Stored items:
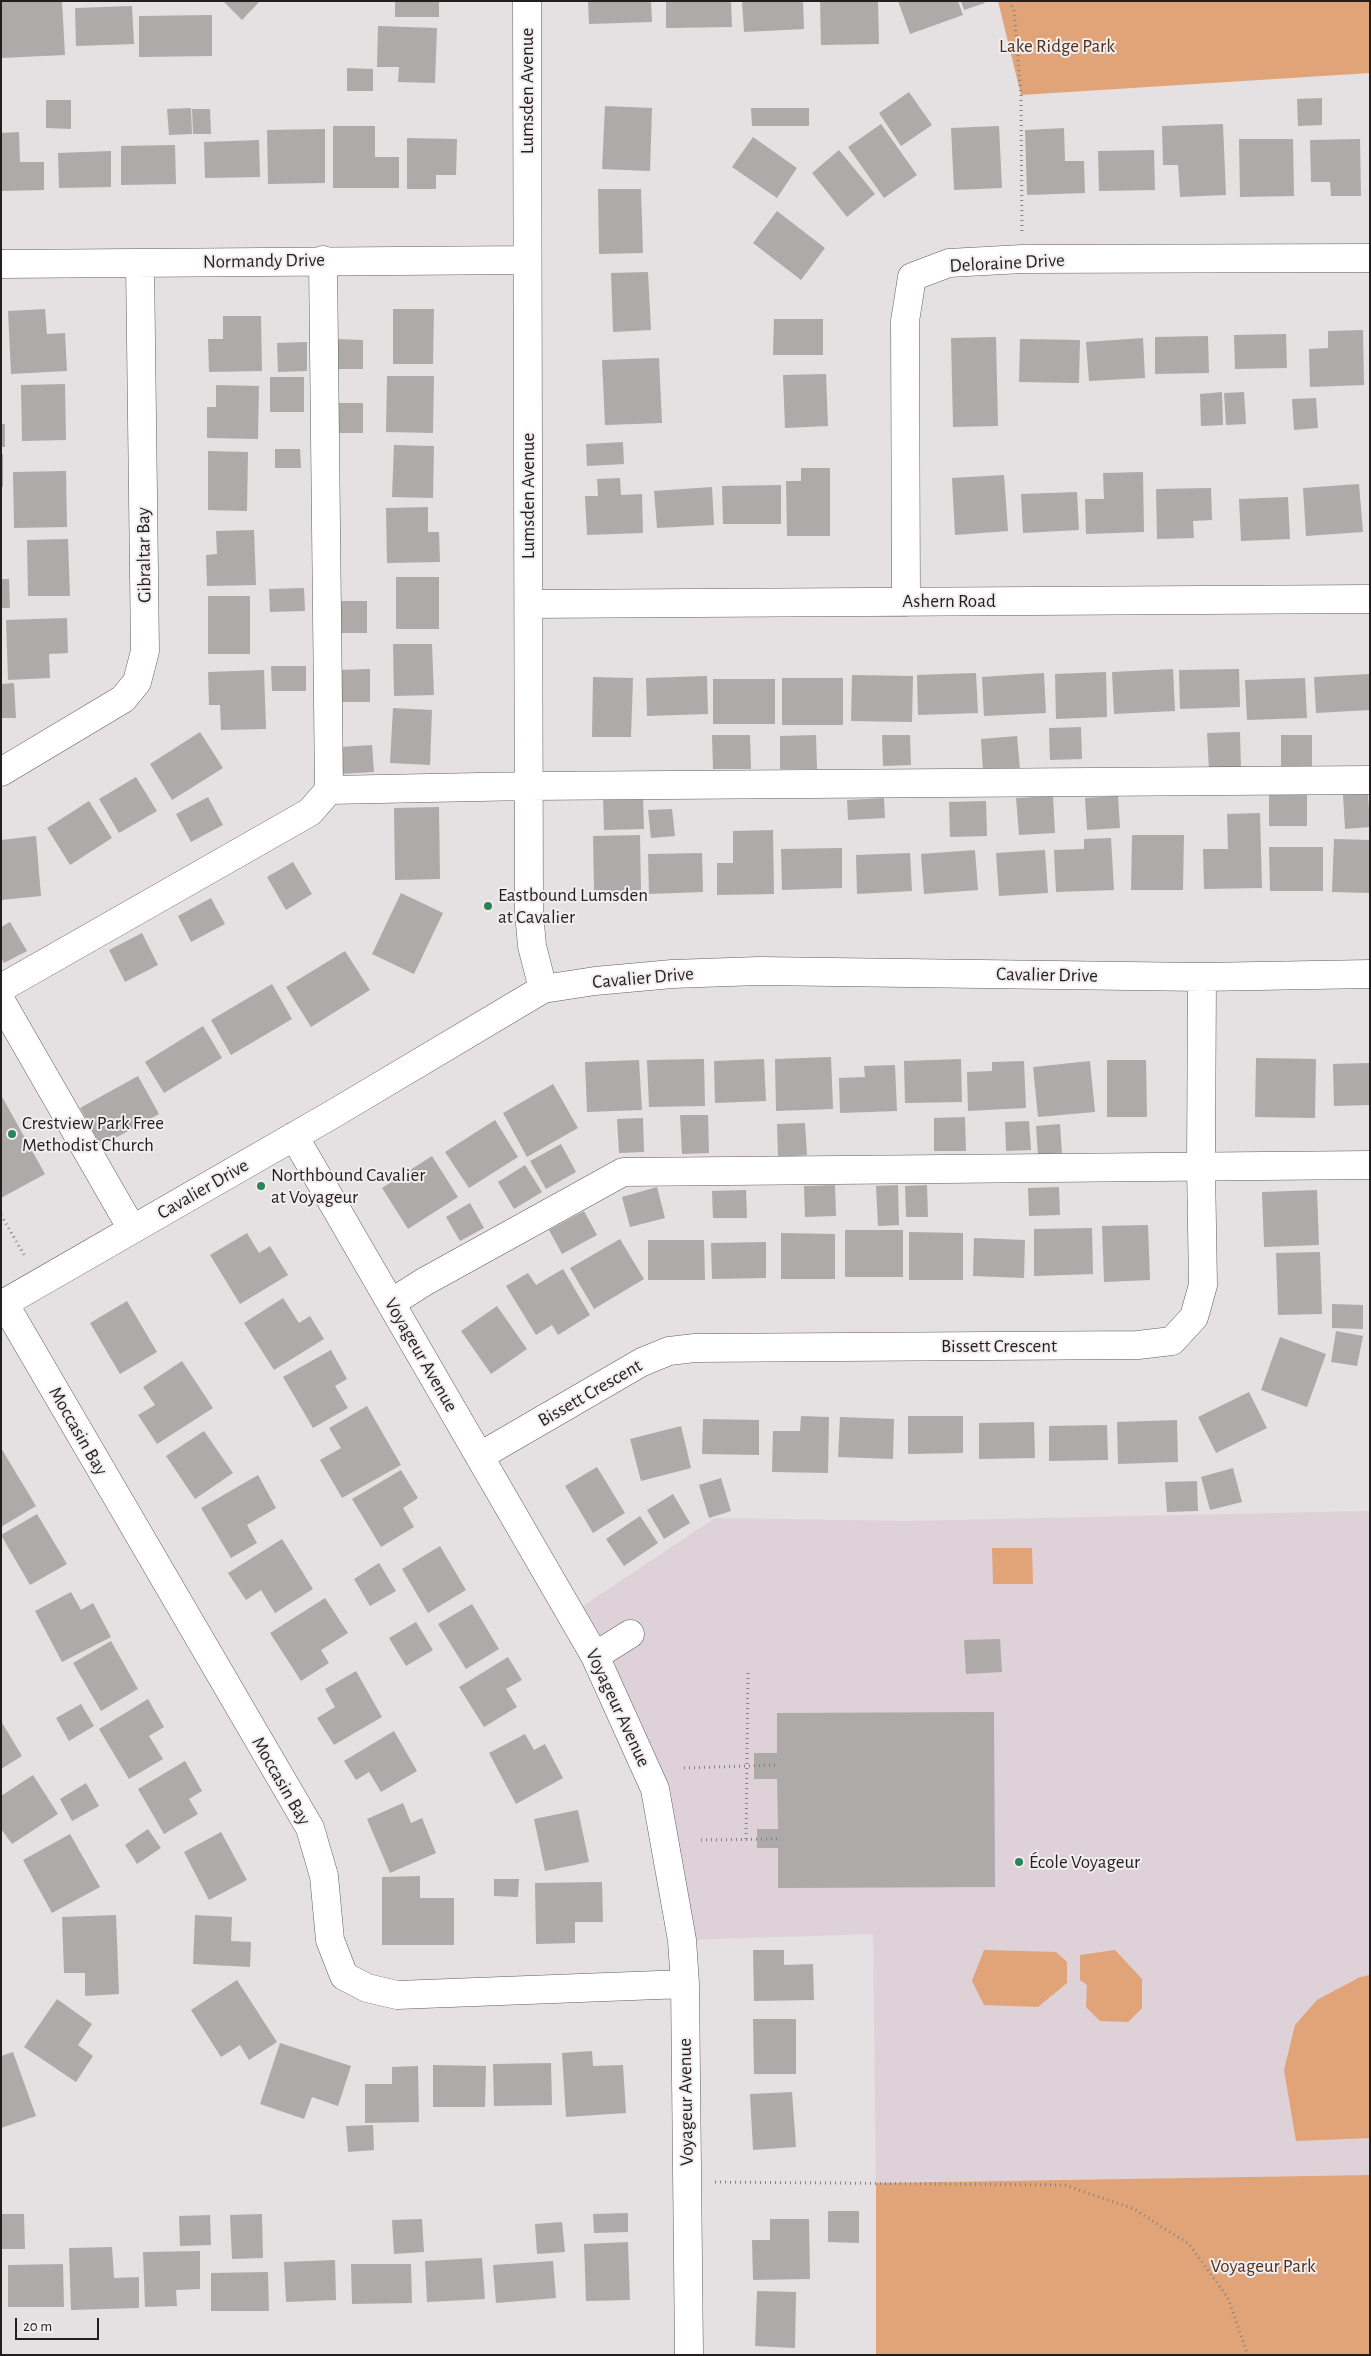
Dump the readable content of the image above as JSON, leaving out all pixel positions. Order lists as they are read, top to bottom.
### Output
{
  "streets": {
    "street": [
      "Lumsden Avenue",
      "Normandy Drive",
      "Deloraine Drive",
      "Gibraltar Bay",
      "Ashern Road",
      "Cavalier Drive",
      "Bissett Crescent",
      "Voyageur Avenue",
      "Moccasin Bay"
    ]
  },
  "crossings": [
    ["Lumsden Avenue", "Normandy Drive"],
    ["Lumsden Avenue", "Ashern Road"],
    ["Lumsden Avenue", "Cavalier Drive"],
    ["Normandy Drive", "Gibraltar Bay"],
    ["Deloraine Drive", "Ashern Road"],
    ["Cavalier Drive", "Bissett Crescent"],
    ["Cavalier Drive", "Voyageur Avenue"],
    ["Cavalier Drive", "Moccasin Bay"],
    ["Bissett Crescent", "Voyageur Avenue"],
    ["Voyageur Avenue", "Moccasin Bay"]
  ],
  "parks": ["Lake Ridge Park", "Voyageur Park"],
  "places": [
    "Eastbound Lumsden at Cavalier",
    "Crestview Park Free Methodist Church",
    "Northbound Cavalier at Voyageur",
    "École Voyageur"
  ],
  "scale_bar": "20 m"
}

YOUR GOAL:
Please repeat all of the data exactly as it stands, leaving the pictures out.

WRITTEN ANSWER:
Dump the readable content of the image above as JSON, leaving out all pixel positions. Order lists as they are read, top to bottom.
### Output
{
  "streets": {
    "street": [
      "Lumsden Avenue",
      "Normandy Drive",
      "Deloraine Drive",
      "Gibraltar Bay",
      "Ashern Road",
      "Cavalier Drive",
      "Bissett Crescent",
      "Voyageur Avenue",
      "Moccasin Bay"
    ]
  },
  "crossings": [
    ["Lumsden Avenue", "Normandy Drive"],
    ["Lumsden Avenue", "Ashern Road"],
    ["Lumsden Avenue", "Cavalier Drive"],
    ["Normandy Drive", "Gibraltar Bay"],
    ["Deloraine Drive", "Ashern Road"],
    ["Cavalier Drive", "Bissett Crescent"],
    ["Cavalier Drive", "Voyageur Avenue"],
    ["Cavalier Drive", "Moccasin Bay"],
    ["Bissett Crescent", "Voyageur Avenue"],
    ["Voyageur Avenue", "Moccasin Bay"]
  ],
  "parks": ["Lake Ridge Park", "Voyageur Park"],
  "places": [
    "Eastbound Lumsden at Cavalier",
    "Crestview Park Free Methodist Church",
    "Northbound Cavalier at Voyageur",
    "École Voyageur"
  ],
  "scale_bar": "20 m"
}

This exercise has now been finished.